WORK TASK: The word "tools" marks the lines you need; copy each of them from the data.

SUPPLIED ENTRIES:
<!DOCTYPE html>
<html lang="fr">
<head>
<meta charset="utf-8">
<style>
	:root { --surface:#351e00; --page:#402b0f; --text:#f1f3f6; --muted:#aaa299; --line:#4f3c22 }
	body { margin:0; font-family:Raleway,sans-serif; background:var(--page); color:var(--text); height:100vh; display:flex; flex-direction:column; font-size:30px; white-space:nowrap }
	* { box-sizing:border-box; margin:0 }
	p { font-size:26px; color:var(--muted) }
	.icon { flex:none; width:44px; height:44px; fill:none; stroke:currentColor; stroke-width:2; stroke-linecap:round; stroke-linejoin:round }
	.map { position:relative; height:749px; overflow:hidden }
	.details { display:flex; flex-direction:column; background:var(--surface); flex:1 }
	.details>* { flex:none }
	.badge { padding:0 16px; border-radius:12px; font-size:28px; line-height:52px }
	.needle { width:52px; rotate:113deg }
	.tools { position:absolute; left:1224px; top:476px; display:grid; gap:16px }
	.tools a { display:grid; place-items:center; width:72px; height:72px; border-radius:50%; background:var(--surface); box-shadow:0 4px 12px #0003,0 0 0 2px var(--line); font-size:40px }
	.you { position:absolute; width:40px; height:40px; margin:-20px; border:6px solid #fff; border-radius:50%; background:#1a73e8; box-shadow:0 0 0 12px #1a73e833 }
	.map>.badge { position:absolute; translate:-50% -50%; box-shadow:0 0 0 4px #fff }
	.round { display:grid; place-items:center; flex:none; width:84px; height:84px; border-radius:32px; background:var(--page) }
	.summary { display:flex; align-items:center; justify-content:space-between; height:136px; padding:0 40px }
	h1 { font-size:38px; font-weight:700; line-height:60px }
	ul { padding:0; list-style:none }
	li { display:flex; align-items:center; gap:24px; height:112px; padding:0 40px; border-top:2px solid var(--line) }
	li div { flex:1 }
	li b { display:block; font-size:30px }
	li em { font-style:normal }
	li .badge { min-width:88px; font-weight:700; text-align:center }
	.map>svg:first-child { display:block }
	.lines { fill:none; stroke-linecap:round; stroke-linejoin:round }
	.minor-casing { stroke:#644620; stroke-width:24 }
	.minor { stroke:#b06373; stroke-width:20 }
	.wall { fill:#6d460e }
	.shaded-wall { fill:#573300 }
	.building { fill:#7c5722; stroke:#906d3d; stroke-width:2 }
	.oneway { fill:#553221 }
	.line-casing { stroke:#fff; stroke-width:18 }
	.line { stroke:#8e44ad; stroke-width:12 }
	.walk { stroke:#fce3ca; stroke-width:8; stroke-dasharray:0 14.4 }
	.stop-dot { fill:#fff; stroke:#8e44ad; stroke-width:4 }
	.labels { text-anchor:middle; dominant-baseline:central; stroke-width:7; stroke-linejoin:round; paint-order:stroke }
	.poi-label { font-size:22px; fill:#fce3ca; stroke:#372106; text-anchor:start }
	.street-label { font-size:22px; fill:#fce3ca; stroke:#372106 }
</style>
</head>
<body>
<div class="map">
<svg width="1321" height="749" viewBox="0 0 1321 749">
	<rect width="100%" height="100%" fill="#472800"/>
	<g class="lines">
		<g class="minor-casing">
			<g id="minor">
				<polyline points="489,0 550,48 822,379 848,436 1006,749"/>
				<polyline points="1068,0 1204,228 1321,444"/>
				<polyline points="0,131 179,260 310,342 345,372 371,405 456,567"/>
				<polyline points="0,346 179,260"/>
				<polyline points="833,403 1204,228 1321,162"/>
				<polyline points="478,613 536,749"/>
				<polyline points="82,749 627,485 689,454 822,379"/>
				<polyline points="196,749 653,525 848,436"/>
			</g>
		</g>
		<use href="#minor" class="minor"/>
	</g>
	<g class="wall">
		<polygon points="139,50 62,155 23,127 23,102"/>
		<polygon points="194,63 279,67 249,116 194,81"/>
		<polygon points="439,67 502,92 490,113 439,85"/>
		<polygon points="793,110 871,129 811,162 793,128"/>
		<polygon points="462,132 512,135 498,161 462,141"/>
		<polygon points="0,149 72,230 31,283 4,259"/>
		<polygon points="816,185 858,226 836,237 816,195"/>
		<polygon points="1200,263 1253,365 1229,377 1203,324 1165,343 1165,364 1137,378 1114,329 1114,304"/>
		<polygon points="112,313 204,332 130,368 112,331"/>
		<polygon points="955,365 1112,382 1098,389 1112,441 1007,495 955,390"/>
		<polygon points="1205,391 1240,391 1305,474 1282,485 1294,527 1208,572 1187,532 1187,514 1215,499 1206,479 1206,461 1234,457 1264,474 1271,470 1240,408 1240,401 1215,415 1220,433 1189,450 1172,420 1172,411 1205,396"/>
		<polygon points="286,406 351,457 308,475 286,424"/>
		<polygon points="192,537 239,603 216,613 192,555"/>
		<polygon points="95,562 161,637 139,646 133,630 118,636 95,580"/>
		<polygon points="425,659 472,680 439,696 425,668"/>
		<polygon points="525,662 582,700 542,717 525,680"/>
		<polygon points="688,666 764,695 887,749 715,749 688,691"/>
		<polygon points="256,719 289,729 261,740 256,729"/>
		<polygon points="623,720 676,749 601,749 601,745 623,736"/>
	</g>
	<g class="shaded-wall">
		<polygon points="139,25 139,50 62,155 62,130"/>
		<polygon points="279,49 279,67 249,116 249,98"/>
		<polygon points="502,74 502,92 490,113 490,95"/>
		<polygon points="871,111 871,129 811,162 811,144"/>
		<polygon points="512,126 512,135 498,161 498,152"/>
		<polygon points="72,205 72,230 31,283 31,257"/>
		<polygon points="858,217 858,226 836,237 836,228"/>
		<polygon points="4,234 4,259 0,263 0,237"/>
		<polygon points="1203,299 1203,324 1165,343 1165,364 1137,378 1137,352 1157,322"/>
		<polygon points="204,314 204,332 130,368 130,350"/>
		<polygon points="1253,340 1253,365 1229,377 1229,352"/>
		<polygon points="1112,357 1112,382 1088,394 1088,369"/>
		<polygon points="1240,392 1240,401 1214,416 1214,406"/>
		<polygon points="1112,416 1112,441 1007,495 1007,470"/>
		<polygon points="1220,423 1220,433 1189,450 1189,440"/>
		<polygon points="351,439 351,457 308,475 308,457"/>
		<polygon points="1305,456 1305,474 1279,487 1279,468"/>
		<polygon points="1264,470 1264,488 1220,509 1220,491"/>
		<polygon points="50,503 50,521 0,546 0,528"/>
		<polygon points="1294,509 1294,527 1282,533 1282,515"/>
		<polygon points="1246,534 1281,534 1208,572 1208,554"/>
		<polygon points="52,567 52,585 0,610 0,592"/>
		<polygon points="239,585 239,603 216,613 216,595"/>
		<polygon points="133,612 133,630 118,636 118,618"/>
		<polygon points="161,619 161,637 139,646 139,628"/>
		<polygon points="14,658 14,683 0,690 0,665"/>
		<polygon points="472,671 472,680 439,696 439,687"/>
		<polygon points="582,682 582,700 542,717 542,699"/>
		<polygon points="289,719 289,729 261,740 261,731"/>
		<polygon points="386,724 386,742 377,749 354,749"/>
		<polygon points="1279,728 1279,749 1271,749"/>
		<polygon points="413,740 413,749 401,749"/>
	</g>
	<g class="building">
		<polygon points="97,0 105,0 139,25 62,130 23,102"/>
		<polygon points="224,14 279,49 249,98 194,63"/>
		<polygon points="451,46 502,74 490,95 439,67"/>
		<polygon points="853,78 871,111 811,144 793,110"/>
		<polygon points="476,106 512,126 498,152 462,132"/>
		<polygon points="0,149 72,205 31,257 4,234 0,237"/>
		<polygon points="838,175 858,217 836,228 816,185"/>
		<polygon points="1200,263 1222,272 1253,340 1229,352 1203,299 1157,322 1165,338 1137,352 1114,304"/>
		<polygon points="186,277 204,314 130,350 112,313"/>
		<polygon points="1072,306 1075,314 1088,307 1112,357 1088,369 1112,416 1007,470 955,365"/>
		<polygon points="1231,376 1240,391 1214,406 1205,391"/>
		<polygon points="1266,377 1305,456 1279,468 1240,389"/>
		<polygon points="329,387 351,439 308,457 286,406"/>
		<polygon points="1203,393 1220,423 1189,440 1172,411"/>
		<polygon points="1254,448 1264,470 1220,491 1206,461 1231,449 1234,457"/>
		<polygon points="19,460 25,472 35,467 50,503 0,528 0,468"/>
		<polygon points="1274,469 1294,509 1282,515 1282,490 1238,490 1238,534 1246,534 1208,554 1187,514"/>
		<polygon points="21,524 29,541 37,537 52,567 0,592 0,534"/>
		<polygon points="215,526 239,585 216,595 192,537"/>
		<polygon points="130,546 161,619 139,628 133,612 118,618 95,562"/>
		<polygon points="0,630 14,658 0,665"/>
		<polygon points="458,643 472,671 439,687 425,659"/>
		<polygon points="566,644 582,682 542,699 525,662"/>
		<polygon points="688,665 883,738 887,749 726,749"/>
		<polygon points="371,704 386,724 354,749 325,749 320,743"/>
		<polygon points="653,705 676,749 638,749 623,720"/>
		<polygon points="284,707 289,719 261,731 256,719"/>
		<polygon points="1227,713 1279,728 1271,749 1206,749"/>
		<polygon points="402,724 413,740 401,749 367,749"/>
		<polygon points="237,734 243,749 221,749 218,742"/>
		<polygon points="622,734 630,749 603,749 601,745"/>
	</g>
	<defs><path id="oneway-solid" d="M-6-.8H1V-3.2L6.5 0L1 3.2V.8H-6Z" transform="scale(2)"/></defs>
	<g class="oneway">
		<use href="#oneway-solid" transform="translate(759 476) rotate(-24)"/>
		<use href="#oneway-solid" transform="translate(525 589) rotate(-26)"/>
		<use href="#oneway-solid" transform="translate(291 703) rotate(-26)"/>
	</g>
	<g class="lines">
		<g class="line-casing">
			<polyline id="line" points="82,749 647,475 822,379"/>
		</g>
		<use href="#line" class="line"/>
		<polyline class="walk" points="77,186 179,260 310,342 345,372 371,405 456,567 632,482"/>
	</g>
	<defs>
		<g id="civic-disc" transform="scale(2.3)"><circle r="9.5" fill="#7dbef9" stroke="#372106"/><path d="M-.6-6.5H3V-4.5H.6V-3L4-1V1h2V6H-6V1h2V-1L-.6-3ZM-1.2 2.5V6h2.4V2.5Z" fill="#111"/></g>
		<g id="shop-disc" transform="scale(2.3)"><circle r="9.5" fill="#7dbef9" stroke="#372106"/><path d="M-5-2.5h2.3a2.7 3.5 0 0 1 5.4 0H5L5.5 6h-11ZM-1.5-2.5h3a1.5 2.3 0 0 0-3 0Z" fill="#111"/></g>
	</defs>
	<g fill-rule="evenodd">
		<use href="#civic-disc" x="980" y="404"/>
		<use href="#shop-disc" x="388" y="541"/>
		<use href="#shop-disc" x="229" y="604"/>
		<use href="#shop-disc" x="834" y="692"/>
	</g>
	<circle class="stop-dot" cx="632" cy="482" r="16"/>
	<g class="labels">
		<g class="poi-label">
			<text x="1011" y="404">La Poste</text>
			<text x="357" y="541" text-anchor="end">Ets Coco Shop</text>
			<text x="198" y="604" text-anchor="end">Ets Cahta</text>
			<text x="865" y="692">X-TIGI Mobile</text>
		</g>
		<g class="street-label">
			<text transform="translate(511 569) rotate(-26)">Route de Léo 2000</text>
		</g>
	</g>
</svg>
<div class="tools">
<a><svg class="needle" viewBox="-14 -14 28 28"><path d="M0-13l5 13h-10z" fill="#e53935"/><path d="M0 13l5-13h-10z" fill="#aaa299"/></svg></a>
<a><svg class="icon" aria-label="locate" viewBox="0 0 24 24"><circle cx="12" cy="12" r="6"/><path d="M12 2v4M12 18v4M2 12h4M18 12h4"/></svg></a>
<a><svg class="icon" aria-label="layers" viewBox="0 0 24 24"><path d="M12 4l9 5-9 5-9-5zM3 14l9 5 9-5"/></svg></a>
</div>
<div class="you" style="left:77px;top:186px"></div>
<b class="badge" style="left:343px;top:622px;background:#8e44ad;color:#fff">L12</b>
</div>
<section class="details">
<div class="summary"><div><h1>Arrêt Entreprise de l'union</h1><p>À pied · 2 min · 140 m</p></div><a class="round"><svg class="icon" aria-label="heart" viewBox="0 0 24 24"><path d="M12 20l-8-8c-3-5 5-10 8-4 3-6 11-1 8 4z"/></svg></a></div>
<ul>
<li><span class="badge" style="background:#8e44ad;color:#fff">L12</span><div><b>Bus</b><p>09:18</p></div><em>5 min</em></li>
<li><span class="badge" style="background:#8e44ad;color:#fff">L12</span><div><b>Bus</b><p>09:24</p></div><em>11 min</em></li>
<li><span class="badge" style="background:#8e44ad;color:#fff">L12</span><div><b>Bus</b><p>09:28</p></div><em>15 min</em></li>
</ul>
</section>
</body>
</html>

ANSWER FOR THIS EXERCISE:
	.tools { position:absolute; left:1224px; top:476px; display:grid; gap:16px }
	.tools a { display:grid; place-items:center; width:72px; height:72px; border-radius:50%; background:var(--surface); box-shadow:0 4px 12px #0003,0 0 0 2px var(--line); font-size:40px }
<div class="tools">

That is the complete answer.